Using Committees: Great Idea or Not?

As published in the Summer 2014 edition of CM Magazine. 


Many corporations avoid using committees because of the perception that committees create more harm than good. The typical concerns are that committees may be used as a platform for unit owners to challenge the board or that they are a potential source of legal liability for the corporation. These types of concerns should be put to rest. Committees that are properly organized and administered do not pose any such risks. Rather than avoiding them, committees should be embraced, as they are often a great resource for the corporation. This article provides an overview of how committees benefit condominium corporations and how they should be created and administered in  order to benefit from all the advantages of having committees while avoiding their potential negative aspects.

The Value of Using Committees

There are many benefits to using committees. Among other things, committees:

a. enhance the effectiveness of the board, by allowing the directors to leverage the skills and talents of the members of the community;

b. lessen the burden on volunteer directors;

c. broaden the board’s awareness of the opinions of other members of the community;

d. provide a training ground for future board members;

e. allow former board members to remain active in the community; and

f. allow members of the community to contribute without having to become directors.

Accordingly, serious thought should be put into the various areas where committees can be used to either supplement the efforts of the board members, or take the burden off the board entirely.

The Functions and Types of Committees

Fundamentally, there are two functions that committees provide. Committees either:

a. act as an advisory body to the board on specific matters; or

b. carry out a specific assigned task (organize annual barbeque party, prepare monthly newsletters, etc.)

The board of directors can create any type of committee that is needed, for example, welcoming committee, social committee, landscaping committee and communications committee. For most corporations, there are virtually no restrictions to the type of committees that may be established. However, some corporations have bylaws that specify that the only type of committee that may be established is an “advisory committee”, meaning a committee that only has the power to provide advice to the board. Therefore, it is important that the corporation’s bylaws be reviewed carefully to determine whether or not there are any such restrictions.

The Legal Framework

The Condominium Act, 1998 (the “Act”) does not regulate the creation and use of committees (the sole exception being audit committees). Rather, the condominium corporation’s bylaws deal with the appointment and administration of committees. Typically, the condominium corporation’s Bylaw No. 1 (also known as the “Organizational Bylaw”) permits the board to appoint committees, but often imposes certain requirements, such as that the committee members need not be directors, that the members of such committees must be appointed by the board to hold office, and that they may be removed at any time by resolution of the board.

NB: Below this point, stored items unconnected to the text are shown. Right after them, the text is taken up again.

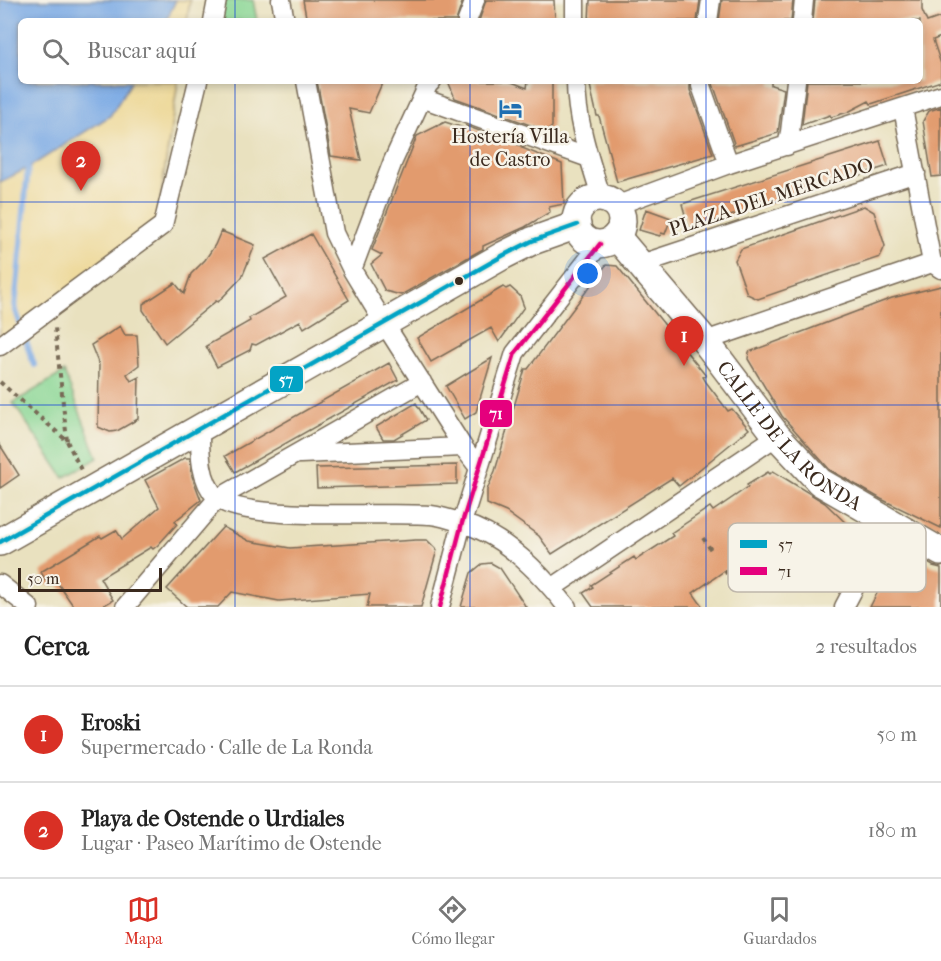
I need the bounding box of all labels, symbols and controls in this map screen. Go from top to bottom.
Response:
search box [18,18,923,84]
icon: search [39,35,72,68]
text: Buscar aquí [87,38,196,64]
hotel icon: Hostería Villa de Castro [497,95,523,121]
place label: Hostería Villa de Castro [451,125,569,171]
pin: 2 [62,142,100,191]
street label: PLAZA DEL MERCADO [666,153,876,241]
your location [573,259,602,288]
unlabelled marker [453,275,465,287]
pin: 1 [664,316,704,366]
street label: CALLE DE LA RONDA [713,356,867,516]
line badge: 57 [269,365,304,393]
text: 57 [279,370,294,389]
line badge: 71 [479,399,513,428]
text: 71 [488,404,503,423]
legend [728,523,926,592]
text: 57 [778,535,793,554]
text: 71 [778,562,791,581]
scale bar [18,565,162,592]
text: 50 m [27,569,59,588]
text: Cerca [24,631,89,662]
text: 2 resultados [815,635,917,658]
text: Eroski [81,710,141,736]
text: 1 [40,723,47,746]
text: 50 m [876,723,917,746]
text: Supermercado · Calle de La Ronda [81,736,373,759]
text: Playa de Ostende o Urdiales [81,806,344,832]
text: 2 [38,819,49,842]
text: 180 m [868,819,917,842]
text: Lugar · Paseo Marítimo de Ostende [81,832,382,855]
tab: Mapa [124,893,163,948]
tab: Cómo llegar [411,893,494,948]
tab: Guardados [743,893,817,948]

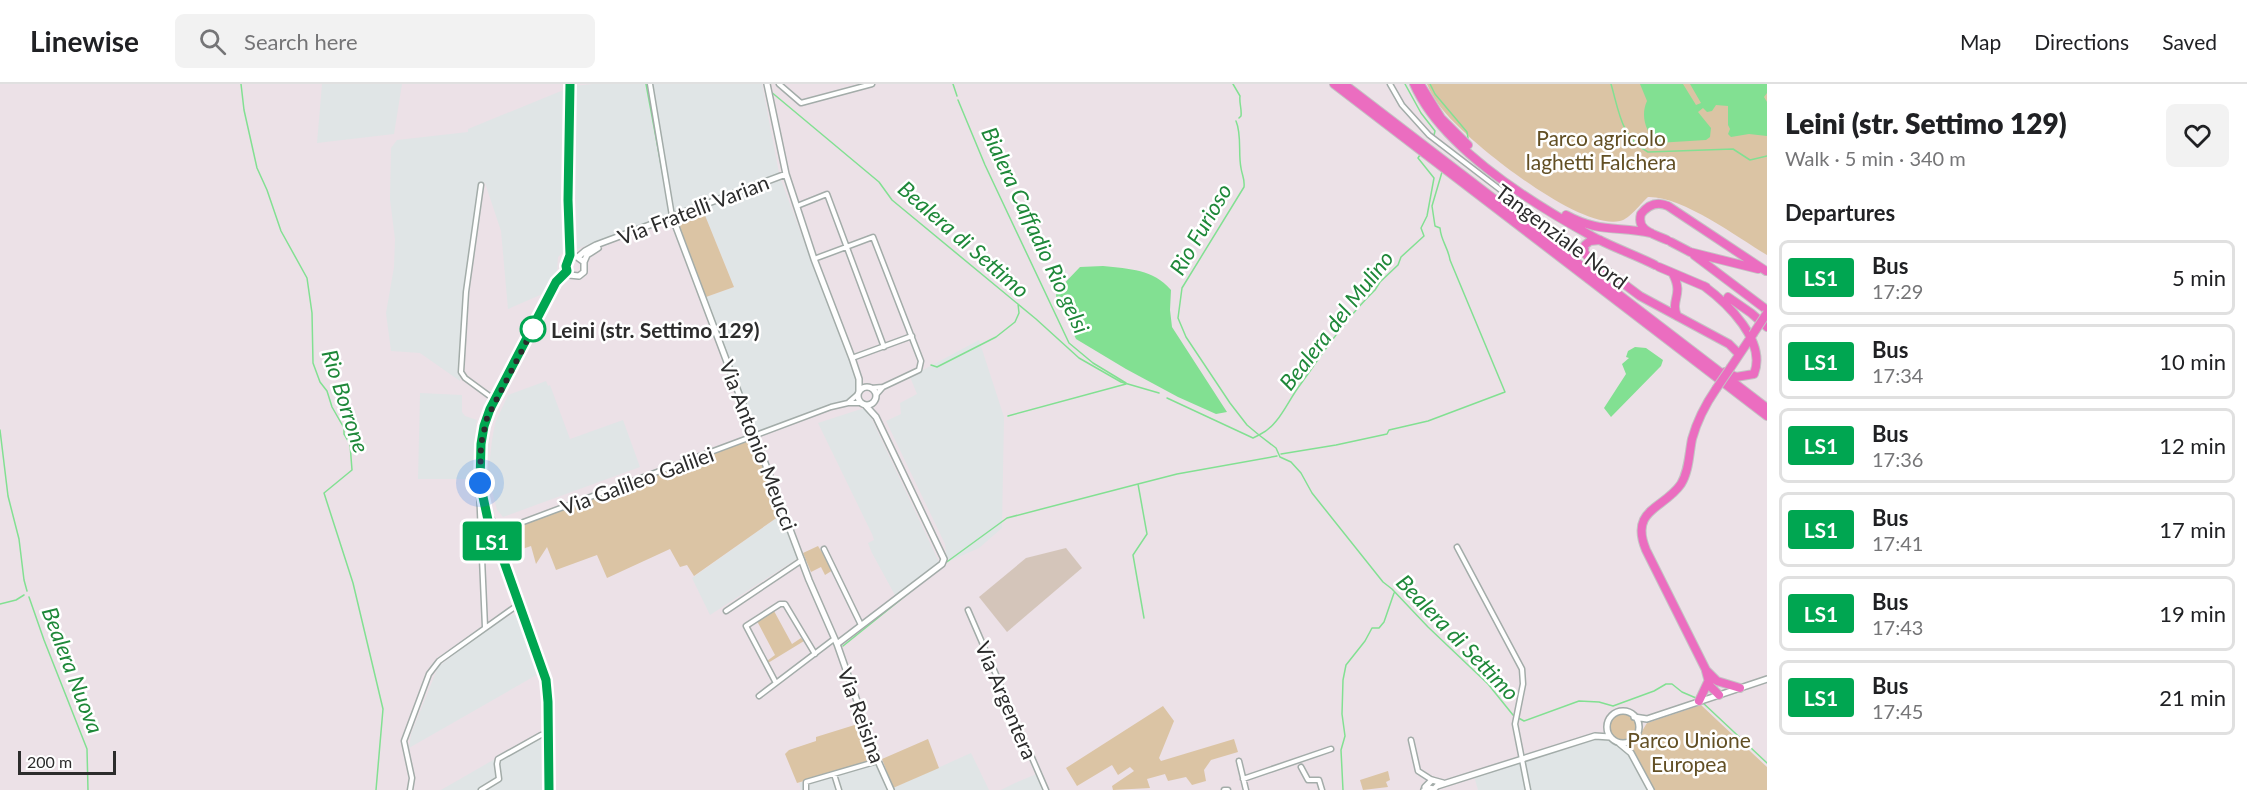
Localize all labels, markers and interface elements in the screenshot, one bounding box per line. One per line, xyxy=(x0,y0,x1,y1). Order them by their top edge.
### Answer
search box xyxy=(175,14,595,68)
text: Linewise xyxy=(30,24,139,58)
icon: search xyxy=(196,25,229,58)
text: Search here xyxy=(244,28,358,55)
text: Map xyxy=(1960,29,2001,54)
text: Directions xyxy=(2034,29,2129,54)
text: Saved xyxy=(2162,29,2217,54)
button: heart xyxy=(2166,104,2229,167)
text: Leini (str. Settimo 129) xyxy=(1785,106,2067,140)
water label: Bialera Caffadio Rio gelsi xyxy=(976,123,1096,337)
park label: Parco agricolo laghetti Falchera xyxy=(1526,125,1676,174)
text: Walk · 5 min · 340 m xyxy=(1785,146,1966,170)
street label: Via Fratelli Varian xyxy=(614,169,772,249)
water label: Bealera di Settimo xyxy=(893,175,1035,303)
street label: Tangenziale Nord xyxy=(1491,178,1633,294)
water label: Rio Furioso xyxy=(1163,179,1237,279)
text: Departures xyxy=(1785,199,1895,226)
water label: Bealera del Mulino xyxy=(1273,245,1399,395)
text: Bus xyxy=(1872,252,1908,279)
text: 5 min xyxy=(2172,264,2226,291)
text: LS1 xyxy=(1804,265,1838,290)
text: 17:29 xyxy=(1872,279,1923,303)
marker: Leini (str. Settimo 129) xyxy=(520,316,546,342)
place label: Leini (str. Settimo 129) xyxy=(551,317,760,342)
text: Bus xyxy=(1872,336,1908,363)
water label: Rio Borrone xyxy=(317,346,375,456)
text: 10 min xyxy=(2159,348,2226,375)
text: LS1 xyxy=(1804,349,1838,374)
street label: Via Antonio Meucci xyxy=(715,356,803,534)
text: 17:34 xyxy=(1872,363,1923,387)
text: Bus xyxy=(1872,420,1908,447)
text: 12 min xyxy=(2159,432,2226,459)
text: LS1 xyxy=(1804,433,1838,458)
street label: Via Galileo Galilei xyxy=(557,441,717,519)
text: 17:36 xyxy=(1872,447,1923,471)
your location xyxy=(465,468,495,498)
text: Bus xyxy=(1872,504,1908,531)
text: 17 min xyxy=(2159,516,2226,543)
text: LS1 xyxy=(1804,517,1838,542)
line badge: LS1 xyxy=(458,522,526,560)
text: LS1 xyxy=(475,529,509,554)
text: 17:41 xyxy=(1872,531,1923,555)
water label: Bealera di Settimo xyxy=(1391,568,1525,706)
text: Bus xyxy=(1872,588,1908,615)
text: 19 min xyxy=(2159,600,2226,627)
text: LS1 xyxy=(1804,601,1838,626)
water label: Bealera Nuova xyxy=(37,603,109,737)
text: 17:43 xyxy=(1872,615,1923,639)
street label: Via Argentera xyxy=(971,637,1043,763)
street label: Via Reisina xyxy=(833,664,891,766)
text: Bus xyxy=(1872,672,1908,699)
text: 21 min xyxy=(2159,684,2226,711)
text: LS1 xyxy=(1804,685,1838,710)
text: 17:45 xyxy=(1872,699,1923,723)
park label: Parco Unione Europea xyxy=(1627,727,1751,776)
scale bar xyxy=(18,748,116,776)
text: 200 m xyxy=(27,752,72,771)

Please bear in mind that Section 27 of the Act specifies that the board is empowered to manage the affairs of the corporation. Committees cannot have independent decision-making power and cannot legally challenge the authority of the board to make decisions in any matter. As well, the board appoints the committee members in its sole discretion; there is no legal right of unit owners to join committees just because they want to participate in the committee.

In short, committees serve “at the pleasure of the board” and can be terminated at any time by the board.

Are Committee Members Officers?

The typical wording of the bylaws gives rise to the conclusion that committee members must be officers of the corporation. There are two reasons for this conclusion, namely:

a. the provision related to the appointment of committees is typically found under the heading “Officers”; and

b. the typical wording of the section that deals with the appointment of committees members states that “members are appointed to hold office”.

Whether or not the condominium corporation’s bylaws specify that committee members are “officers” of the corporation, it is good practice for the board to specify that committee members are “officers” of the corporation in the resolution that appoints them.

Liability of the Committee

As noted above, committee members are officers of the corporation, and as officers, they are typically covered by indemnity and insurance with respect to any costs or losses that they personally incur while carrying out their duties, or with respect to any costs or losses that the corporation incurs with respect to the acts or omissions of the committee.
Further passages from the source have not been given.